[Date Prev][Date Next] [Chronological] [Thread] [Top]

Re: slapd hangs at 100% cpu in sched_yield (ITS#2030)

sorry to be a pain, but I really don't like the idea of returning an error to the client under this condition.  I have been running with the first patch I sent to you since just before I submitted the patch, and it has not caused any problems.  When a locker is unavailable, the program loops ~20-30 times (which takes practically no time), and then continues when a locker is freed.

The reson I am trying to figure another way around this is because sending an ldap error to the client because the server is too busy (which is not really true, as a locker does become available almost immediately) will cause us errors that are hard to debug , as the ldap server starts randomly rejecting requests as lockers become scarce.  If we increase the number of lockers, we will just delay the problem, as the ldap server becomes busier, and starts using even more lockers, we will hit the limit again.  I would prefer to see worse performance if it takes a while waiting for a locker to become available rather than having a ldap lookup fail, which will cause problems for us.
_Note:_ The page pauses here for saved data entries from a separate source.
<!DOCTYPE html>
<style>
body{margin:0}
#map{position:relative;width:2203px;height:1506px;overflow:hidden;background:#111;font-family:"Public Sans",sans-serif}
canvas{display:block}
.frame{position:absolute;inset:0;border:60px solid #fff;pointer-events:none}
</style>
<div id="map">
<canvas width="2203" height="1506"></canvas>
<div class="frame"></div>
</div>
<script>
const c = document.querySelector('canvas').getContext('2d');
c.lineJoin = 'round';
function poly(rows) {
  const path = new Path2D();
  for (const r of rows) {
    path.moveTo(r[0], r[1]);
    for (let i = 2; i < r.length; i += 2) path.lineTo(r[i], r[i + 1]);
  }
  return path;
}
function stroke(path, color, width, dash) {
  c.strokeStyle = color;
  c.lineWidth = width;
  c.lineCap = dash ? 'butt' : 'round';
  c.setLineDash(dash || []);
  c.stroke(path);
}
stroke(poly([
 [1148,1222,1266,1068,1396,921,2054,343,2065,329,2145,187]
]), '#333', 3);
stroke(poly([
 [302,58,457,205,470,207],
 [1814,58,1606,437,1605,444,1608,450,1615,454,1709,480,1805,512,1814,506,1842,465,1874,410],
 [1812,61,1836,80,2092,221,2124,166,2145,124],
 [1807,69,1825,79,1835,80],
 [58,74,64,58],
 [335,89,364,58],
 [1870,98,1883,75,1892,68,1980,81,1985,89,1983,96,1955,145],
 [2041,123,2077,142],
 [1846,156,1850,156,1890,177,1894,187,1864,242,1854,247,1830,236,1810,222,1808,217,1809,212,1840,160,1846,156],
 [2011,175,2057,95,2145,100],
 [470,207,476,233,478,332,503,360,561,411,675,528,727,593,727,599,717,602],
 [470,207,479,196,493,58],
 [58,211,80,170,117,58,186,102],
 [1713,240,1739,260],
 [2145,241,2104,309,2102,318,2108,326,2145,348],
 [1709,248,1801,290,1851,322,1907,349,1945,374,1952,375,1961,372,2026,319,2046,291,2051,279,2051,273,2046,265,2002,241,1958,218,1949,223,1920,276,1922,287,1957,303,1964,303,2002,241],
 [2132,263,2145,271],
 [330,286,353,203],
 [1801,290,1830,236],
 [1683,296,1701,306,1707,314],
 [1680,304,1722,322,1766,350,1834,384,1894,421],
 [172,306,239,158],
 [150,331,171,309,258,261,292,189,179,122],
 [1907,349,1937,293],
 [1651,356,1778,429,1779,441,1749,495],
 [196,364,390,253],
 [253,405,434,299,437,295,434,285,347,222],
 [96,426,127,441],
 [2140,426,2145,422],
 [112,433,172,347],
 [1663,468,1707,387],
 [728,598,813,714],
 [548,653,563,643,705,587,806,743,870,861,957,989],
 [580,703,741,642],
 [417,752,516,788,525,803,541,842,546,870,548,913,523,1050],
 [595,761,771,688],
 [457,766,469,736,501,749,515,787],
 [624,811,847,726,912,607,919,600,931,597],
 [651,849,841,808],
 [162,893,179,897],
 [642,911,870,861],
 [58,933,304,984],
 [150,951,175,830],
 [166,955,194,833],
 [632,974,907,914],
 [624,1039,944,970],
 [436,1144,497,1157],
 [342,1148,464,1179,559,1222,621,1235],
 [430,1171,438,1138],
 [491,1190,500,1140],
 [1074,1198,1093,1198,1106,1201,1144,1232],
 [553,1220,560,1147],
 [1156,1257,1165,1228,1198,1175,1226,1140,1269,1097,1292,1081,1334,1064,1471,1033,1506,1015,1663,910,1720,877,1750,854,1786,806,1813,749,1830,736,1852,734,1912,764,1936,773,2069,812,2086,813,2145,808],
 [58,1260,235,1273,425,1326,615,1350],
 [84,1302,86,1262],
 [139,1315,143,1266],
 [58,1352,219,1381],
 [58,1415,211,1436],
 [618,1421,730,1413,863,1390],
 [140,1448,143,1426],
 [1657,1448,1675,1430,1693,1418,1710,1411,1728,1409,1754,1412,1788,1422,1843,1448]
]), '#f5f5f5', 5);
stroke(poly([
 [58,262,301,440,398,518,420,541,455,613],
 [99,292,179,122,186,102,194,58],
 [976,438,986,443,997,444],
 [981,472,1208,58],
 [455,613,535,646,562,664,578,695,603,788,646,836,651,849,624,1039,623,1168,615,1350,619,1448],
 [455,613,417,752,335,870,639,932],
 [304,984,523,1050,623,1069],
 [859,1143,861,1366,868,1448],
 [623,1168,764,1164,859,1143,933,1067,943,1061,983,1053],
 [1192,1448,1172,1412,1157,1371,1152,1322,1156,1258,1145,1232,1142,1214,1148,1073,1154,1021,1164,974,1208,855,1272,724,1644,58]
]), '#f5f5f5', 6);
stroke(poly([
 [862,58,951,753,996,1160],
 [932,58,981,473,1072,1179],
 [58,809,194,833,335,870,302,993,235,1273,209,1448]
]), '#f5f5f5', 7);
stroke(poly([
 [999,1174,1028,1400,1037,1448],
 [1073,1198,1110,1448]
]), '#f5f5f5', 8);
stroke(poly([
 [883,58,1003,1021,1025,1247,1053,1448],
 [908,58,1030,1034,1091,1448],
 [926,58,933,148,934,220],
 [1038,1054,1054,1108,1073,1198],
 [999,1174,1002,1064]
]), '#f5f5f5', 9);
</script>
I have had a closer look at the db4 source, and it looks like you are right, where ENOMEM is returned from the lock_id() routine.
Looking at the possible return codes from the __lock_id function in lock/lock.c, I see:
ret=0 at the top (as the default)
ret = __lock_getlocker(lt, *idp, locker_ndx, 1, &lk);
return (ret);

inside the __lock_getlocker() function we have:
return (ENOMEM); (which is the part of the code I was getting an error from)
return (0); (the default)

So... as far as I can see, lock_id() will return EINVAL, ENOMEM or 0.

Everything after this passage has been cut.